Problem details. Each line of data below must be printed exactly as written, with any pictures removed.

=-=-=-=-=

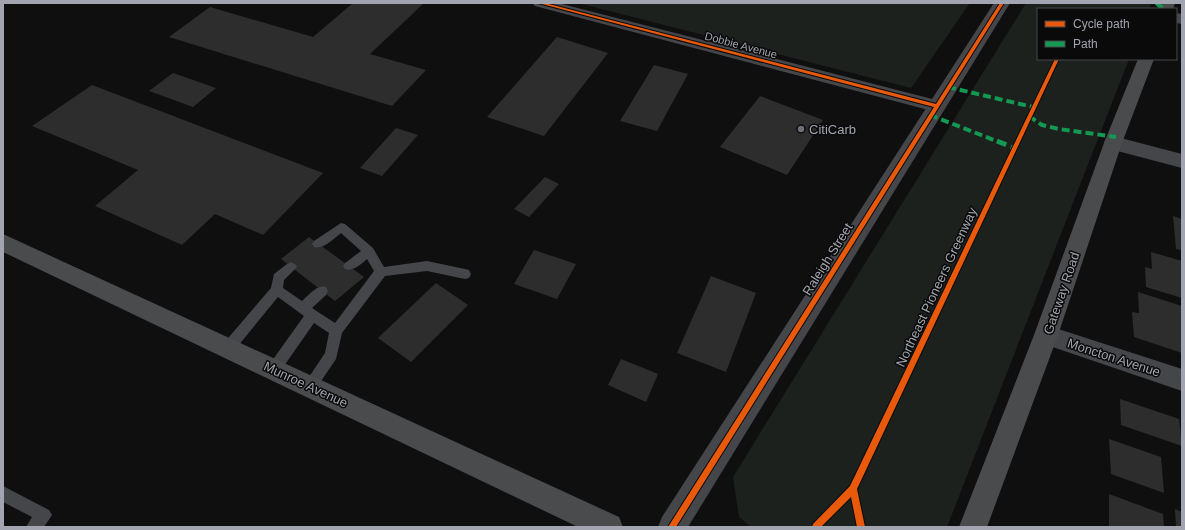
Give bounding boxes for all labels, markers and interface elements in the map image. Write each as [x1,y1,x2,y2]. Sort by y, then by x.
legend [1037,8,1177,60]
text: Cycle path [1073,17,1130,31]
street label: Dobbie Avenue [704,30,778,60]
text: Path [1073,37,1098,51]
place label: CitiCarb [809,122,856,137]
marker: CitiCarb [796,124,806,134]
street label: Northeast Pioneers Greenway [893,205,980,369]
street label: Raleigh Street [799,220,856,298]
street label: Gateway Road [1040,250,1083,336]
street label: Moncton Avenue [1066,335,1162,380]
street label: Munroe Avenue [261,358,350,410]

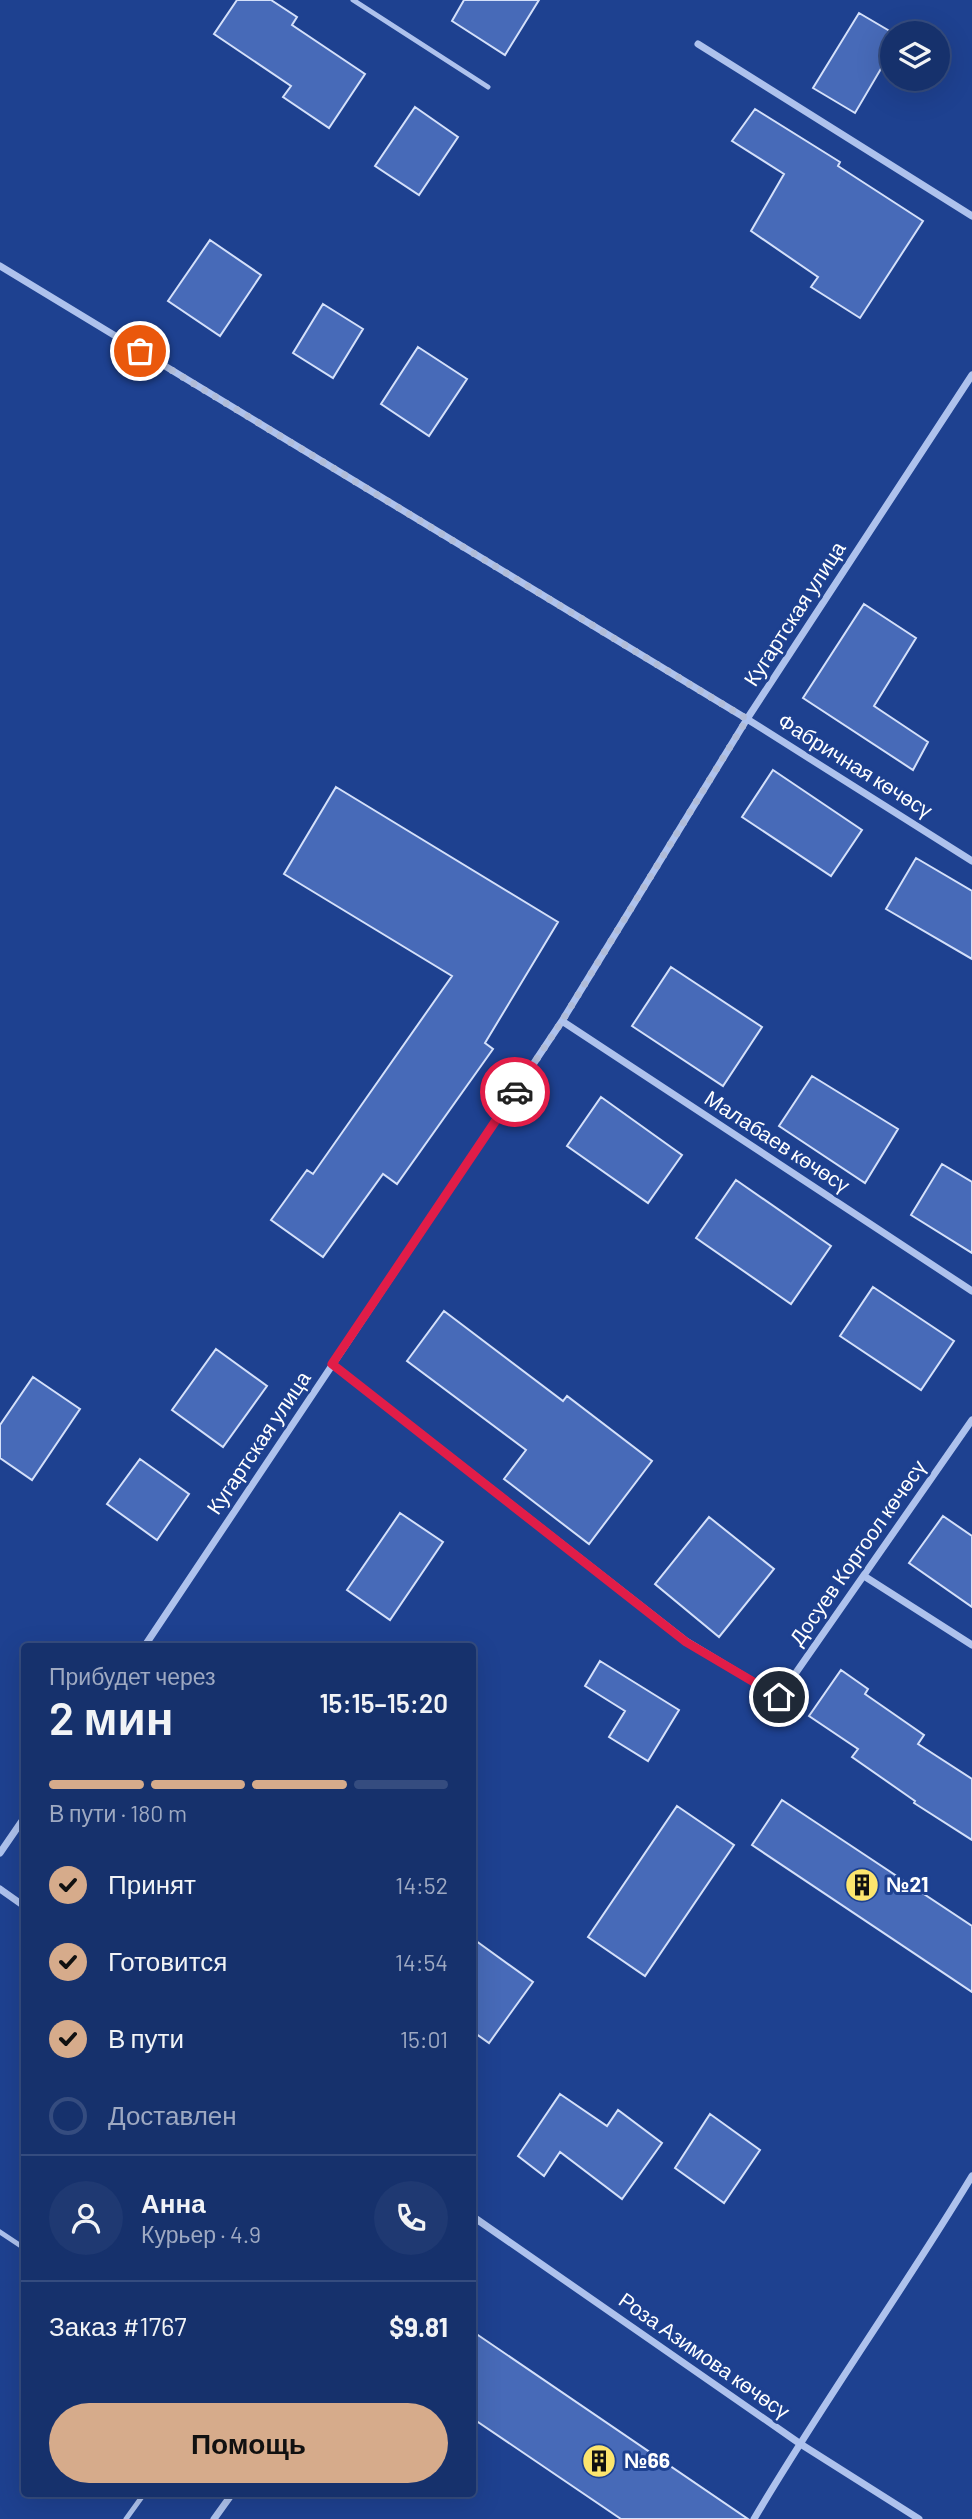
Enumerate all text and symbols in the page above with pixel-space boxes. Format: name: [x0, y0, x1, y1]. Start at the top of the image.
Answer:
map controls: [880, 21, 950, 91]
button: layers: [880, 21, 950, 91]
pin: [110, 321, 170, 381]
icon: bag: [121, 332, 159, 370]
street label: Кугартская улица: [738, 536, 850, 690]
street label: Фабричная көчөсү: [774, 707, 938, 823]
courier: [480, 1057, 550, 1127]
icon: car: [496, 1073, 534, 1111]
street label: Малабаев көчөсү: [701, 1084, 856, 1197]
street label: Кугартская улица: [201, 1366, 315, 1519]
street label: Досуев Коргоол көчөсү: [783, 1454, 931, 1650]
text: Прибудет через: [49, 1662, 216, 1690]
pin: [749, 1667, 809, 1727]
icon: home: [760, 1678, 798, 1716]
text: 15:15–15:20: [319, 1687, 448, 1718]
text: 2 мин: [49, 1689, 174, 1744]
text: В пути · 180 m: [49, 1799, 187, 1827]
icon: check: [49, 1866, 87, 1904]
building icon: №21: [843, 1866, 881, 1904]
text: Принят: [108, 1868, 196, 1899]
text: 14:52: [395, 1871, 448, 1899]
place label: №21: [886, 1871, 928, 1896]
icon: check: [49, 1943, 87, 1981]
text: Готовится: [108, 1945, 227, 1976]
text: 14:54: [395, 1948, 448, 1976]
icon: check: [49, 2020, 87, 2058]
text: В пути: [108, 2022, 184, 2053]
text: 15:01: [400, 2025, 448, 2053]
text: Доставлен: [108, 2099, 237, 2130]
button: person: [49, 2181, 123, 2255]
button: phone: [374, 2181, 448, 2255]
text: Анна: [141, 2187, 206, 2218]
text: Курьер · 4.9: [141, 2220, 261, 2248]
street label: Роза Азимова көчөсү: [615, 2286, 795, 2423]
text: Заказ #1767: [49, 2310, 187, 2341]
text: $9.81: [389, 2311, 448, 2342]
button: Помощь: [49, 2403, 448, 2483]
building icon: №66: [580, 2442, 618, 2480]
place label: №66: [624, 2447, 670, 2472]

=-=-=-=-=

Result of the task.
Give bounding boxes for all labels, markers and interface elements in the map image. Write each as [x1,y1,x2,y2]. Sort by y, then by x.
legend [1037,8,1177,60]
text: Cycle path [1073,17,1130,31]
street label: Dobbie Avenue [704,30,778,60]
text: Path [1073,37,1098,51]
place label: CitiCarb [809,122,856,137]
marker: CitiCarb [796,124,806,134]
street label: Northeast Pioneers Greenway [893,205,980,369]
street label: Raleigh Street [799,220,856,298]
street label: Gateway Road [1040,250,1083,336]
street label: Moncton Avenue [1066,335,1162,380]
street label: Munroe Avenue [261,358,350,410]

Enumerate all text and symbols in the page above with pixel-space boxes. Format: name: [x0, y0, x1, y1]. Start at the top of the image.
Answer:
map controls: [880, 21, 950, 91]
button: layers: [880, 21, 950, 91]
pin: [110, 321, 170, 381]
icon: bag: [121, 332, 159, 370]
street label: Кугартская улица: [738, 536, 850, 690]
street label: Фабричная көчөсү: [774, 707, 938, 823]
courier: [480, 1057, 550, 1127]
icon: car: [496, 1073, 534, 1111]
street label: Малабаев көчөсү: [701, 1084, 856, 1197]
street label: Кугартская улица: [201, 1366, 315, 1519]
street label: Досуев Коргоол көчөсү: [783, 1454, 931, 1650]
text: Прибудет через: [49, 1662, 216, 1690]
pin: [749, 1667, 809, 1727]
icon: home: [760, 1678, 798, 1716]
text: 15:15–15:20: [319, 1687, 448, 1718]
text: 2 мин: [49, 1689, 174, 1744]
text: В пути · 180 m: [49, 1799, 187, 1827]
icon: check: [49, 1866, 87, 1904]
building icon: №21: [843, 1866, 881, 1904]
text: Принят: [108, 1868, 196, 1899]
text: 14:52: [395, 1871, 448, 1899]
place label: №21: [886, 1871, 928, 1896]
icon: check: [49, 1943, 87, 1981]
text: Готовится: [108, 1945, 227, 1976]
text: 14:54: [395, 1948, 448, 1976]
icon: check: [49, 2020, 87, 2058]
text: В пути: [108, 2022, 184, 2053]
text: 15:01: [400, 2025, 448, 2053]
text: Доставлен: [108, 2099, 237, 2130]
button: person: [49, 2181, 123, 2255]
button: phone: [374, 2181, 448, 2255]
text: Анна: [141, 2187, 206, 2218]
text: Курьер · 4.9: [141, 2220, 261, 2248]
street label: Роза Азимова көчөсү: [615, 2286, 795, 2423]
text: Заказ #1767: [49, 2310, 187, 2341]
text: $9.81: [389, 2311, 448, 2342]
button: Помощь: [49, 2403, 448, 2483]
building icon: №66: [580, 2442, 618, 2480]
place label: №66: [624, 2447, 670, 2472]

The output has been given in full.